# About this task:
Scan the records below. List lines holding "Serialize".
━━ Data for processing
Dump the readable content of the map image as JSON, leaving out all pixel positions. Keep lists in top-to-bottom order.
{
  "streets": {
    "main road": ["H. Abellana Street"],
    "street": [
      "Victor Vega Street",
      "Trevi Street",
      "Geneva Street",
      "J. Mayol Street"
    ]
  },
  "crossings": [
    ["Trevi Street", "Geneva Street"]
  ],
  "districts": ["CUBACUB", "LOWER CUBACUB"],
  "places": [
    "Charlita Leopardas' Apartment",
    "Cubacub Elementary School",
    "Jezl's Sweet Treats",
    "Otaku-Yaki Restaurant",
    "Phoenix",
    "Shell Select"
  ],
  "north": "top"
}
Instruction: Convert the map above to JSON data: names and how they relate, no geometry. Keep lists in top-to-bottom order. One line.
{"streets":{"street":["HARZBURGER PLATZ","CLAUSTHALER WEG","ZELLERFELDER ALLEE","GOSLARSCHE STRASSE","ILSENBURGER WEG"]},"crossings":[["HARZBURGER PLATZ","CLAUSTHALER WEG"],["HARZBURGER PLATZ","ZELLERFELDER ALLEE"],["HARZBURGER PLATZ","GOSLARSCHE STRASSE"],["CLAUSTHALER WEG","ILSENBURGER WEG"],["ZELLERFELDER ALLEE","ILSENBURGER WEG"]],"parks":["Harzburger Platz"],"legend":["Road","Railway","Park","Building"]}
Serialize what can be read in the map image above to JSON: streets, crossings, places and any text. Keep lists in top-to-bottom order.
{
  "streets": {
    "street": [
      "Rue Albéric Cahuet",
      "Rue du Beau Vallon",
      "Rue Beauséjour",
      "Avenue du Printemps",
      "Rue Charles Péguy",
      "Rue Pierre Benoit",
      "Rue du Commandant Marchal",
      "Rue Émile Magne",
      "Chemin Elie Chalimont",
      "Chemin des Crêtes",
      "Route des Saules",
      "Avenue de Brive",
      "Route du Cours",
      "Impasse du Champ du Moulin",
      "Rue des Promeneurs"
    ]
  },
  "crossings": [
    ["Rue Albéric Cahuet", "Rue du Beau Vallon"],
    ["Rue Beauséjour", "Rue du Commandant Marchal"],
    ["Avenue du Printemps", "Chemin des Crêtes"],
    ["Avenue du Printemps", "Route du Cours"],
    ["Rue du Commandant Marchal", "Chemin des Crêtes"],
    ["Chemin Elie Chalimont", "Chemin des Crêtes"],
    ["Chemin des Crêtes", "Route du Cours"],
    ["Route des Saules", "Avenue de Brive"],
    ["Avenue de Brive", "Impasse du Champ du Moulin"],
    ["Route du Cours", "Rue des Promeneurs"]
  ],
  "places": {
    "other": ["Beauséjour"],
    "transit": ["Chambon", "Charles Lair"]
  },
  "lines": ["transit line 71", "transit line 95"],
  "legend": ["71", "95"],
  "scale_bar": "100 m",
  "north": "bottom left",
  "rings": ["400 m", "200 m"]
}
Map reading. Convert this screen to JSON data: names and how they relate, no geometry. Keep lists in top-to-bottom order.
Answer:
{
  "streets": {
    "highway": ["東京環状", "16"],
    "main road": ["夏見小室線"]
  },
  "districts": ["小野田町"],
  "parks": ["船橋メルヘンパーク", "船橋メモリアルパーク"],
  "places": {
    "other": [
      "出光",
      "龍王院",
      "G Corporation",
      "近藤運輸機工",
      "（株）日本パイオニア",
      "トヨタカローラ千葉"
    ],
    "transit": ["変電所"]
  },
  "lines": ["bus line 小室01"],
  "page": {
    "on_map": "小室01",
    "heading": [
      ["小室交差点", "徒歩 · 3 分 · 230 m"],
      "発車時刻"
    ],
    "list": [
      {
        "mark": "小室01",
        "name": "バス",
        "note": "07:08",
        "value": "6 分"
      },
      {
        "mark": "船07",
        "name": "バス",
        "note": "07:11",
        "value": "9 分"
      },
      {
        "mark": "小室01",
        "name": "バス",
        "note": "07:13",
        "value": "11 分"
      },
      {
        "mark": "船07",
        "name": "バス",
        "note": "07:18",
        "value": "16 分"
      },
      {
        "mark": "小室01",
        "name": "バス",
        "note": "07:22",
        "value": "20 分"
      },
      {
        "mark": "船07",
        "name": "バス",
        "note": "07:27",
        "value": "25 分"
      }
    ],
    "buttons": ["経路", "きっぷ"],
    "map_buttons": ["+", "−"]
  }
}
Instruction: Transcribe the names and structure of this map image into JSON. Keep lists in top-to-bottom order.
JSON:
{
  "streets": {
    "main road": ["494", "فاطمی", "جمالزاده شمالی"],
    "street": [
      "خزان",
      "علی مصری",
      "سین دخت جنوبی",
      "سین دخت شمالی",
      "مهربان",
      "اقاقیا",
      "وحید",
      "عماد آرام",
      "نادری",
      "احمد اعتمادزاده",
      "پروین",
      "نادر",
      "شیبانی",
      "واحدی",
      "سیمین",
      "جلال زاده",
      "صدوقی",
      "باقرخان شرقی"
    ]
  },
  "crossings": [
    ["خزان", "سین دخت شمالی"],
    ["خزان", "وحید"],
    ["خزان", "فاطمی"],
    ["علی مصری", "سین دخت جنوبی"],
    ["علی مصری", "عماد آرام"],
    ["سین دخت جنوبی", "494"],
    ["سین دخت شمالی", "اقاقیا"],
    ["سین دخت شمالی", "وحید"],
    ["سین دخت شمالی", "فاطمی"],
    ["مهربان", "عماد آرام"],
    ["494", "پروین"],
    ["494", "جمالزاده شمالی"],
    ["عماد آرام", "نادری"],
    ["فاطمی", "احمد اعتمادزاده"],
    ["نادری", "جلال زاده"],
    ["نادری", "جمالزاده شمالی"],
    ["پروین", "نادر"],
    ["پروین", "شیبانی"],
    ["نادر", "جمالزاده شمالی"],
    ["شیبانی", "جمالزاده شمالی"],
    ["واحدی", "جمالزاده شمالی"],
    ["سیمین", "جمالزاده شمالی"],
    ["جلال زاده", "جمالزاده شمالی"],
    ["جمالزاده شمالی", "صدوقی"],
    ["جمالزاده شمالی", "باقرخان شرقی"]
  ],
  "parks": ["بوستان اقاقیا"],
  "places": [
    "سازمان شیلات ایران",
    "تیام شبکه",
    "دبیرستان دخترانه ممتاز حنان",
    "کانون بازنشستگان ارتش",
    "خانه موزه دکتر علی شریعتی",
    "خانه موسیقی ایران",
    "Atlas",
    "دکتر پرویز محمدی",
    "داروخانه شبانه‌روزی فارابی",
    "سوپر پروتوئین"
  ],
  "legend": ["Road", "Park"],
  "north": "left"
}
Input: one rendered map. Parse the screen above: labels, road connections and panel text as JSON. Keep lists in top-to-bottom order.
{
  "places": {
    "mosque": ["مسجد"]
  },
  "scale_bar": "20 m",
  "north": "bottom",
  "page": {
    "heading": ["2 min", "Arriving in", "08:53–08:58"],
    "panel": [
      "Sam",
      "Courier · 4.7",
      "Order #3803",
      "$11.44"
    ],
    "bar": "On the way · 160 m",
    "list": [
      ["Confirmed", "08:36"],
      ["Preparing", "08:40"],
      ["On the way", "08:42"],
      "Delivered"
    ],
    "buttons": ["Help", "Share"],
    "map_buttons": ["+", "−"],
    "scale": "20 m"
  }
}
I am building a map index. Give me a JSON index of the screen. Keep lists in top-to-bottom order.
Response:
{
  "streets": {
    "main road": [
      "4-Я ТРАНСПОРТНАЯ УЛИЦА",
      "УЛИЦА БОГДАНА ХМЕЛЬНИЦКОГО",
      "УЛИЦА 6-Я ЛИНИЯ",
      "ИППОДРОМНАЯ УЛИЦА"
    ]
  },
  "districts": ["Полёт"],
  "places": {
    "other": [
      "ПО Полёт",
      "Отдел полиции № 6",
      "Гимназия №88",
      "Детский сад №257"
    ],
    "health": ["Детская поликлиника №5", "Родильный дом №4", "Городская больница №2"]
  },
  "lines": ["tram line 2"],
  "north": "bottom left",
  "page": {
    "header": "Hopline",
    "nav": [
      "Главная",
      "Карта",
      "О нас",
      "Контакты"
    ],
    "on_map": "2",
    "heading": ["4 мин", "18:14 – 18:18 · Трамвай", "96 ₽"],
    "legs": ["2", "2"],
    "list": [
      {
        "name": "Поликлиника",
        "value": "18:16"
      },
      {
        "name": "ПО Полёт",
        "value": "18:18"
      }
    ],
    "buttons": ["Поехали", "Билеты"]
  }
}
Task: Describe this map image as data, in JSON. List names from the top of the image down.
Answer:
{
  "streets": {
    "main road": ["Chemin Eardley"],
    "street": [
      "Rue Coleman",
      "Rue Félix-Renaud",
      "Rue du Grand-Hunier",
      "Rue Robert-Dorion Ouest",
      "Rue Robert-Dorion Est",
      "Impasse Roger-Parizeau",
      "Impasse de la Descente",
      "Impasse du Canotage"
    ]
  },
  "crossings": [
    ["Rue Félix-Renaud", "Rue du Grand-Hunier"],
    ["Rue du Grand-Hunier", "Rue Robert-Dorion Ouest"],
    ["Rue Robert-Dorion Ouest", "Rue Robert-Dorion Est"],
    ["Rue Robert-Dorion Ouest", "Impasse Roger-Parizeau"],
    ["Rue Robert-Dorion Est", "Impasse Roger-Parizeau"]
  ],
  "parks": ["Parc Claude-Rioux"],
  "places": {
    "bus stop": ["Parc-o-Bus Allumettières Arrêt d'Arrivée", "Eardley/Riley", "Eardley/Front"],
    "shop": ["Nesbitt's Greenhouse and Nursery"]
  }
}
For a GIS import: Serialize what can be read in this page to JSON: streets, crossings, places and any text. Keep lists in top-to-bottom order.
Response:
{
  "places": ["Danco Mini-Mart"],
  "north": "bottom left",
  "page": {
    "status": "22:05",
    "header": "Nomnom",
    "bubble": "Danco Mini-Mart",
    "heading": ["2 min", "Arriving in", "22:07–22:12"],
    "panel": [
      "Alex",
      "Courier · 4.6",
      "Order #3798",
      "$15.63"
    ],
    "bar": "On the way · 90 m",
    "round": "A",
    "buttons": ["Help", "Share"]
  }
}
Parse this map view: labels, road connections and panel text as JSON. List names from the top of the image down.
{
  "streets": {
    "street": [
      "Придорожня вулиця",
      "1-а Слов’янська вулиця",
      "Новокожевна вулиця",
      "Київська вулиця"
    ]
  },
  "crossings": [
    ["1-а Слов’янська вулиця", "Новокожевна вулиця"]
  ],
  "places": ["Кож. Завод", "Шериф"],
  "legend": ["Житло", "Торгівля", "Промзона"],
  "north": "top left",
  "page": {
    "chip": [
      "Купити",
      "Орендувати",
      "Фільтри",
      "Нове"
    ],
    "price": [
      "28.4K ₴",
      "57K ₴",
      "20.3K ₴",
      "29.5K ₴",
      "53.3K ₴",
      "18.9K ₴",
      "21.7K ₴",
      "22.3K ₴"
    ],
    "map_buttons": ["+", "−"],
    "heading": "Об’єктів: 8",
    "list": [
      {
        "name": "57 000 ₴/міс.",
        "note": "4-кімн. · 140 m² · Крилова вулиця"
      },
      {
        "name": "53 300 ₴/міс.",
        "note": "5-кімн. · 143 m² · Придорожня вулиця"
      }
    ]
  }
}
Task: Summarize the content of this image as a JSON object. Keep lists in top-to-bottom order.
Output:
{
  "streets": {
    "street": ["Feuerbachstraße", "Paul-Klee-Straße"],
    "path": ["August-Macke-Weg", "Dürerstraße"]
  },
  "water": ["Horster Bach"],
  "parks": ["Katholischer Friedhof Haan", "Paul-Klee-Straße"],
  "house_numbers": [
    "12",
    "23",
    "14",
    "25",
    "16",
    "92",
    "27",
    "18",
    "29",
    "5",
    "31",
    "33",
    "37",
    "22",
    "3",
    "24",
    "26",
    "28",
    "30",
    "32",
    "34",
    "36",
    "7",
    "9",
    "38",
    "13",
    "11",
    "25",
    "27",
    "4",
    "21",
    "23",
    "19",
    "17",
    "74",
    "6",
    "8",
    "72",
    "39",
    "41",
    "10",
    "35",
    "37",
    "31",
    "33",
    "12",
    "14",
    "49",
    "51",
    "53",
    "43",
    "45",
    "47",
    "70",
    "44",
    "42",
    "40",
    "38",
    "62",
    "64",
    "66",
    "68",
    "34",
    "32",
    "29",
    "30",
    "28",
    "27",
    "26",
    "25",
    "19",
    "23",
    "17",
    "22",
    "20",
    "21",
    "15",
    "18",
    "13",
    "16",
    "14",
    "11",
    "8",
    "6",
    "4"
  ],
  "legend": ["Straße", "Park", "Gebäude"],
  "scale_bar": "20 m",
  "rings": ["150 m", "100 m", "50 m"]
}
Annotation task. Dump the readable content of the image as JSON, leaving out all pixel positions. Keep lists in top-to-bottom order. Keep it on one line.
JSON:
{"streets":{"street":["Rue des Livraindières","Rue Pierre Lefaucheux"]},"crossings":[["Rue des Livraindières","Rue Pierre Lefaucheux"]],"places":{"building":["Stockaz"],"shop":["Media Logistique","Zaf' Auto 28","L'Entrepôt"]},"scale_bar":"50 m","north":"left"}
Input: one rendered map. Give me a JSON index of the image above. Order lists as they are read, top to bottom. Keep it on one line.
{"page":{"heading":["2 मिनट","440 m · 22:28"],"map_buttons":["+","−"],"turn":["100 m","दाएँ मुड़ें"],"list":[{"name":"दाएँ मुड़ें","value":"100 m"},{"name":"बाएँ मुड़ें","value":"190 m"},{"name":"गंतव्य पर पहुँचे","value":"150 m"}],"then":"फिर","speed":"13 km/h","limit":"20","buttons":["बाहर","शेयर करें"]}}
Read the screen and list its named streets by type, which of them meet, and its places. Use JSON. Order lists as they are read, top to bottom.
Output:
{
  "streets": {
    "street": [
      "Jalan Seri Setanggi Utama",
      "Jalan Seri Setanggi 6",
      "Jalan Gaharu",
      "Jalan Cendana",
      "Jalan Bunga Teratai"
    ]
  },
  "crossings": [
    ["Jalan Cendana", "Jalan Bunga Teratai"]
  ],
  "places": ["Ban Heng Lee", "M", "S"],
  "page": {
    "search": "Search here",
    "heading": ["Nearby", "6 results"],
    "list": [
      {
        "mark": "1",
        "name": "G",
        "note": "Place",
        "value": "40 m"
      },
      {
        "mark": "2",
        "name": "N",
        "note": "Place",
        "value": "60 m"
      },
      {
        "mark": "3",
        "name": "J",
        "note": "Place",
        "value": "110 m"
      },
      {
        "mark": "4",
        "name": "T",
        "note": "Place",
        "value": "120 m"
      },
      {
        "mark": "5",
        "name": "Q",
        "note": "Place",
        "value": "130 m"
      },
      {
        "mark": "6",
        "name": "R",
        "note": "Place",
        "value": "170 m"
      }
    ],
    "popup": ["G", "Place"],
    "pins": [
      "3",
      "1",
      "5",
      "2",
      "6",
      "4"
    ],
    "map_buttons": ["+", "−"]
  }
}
━━━━
# Reply to the task:
Serialize what can be read in the map image above to JSON: streets, crossings, places and any text. Keep lists in top-to-bottom order.
For a GIS import: Serialize what can be read in this page to JSON: streets, crossings, places and any text. Keep lists in top-to-bottom order.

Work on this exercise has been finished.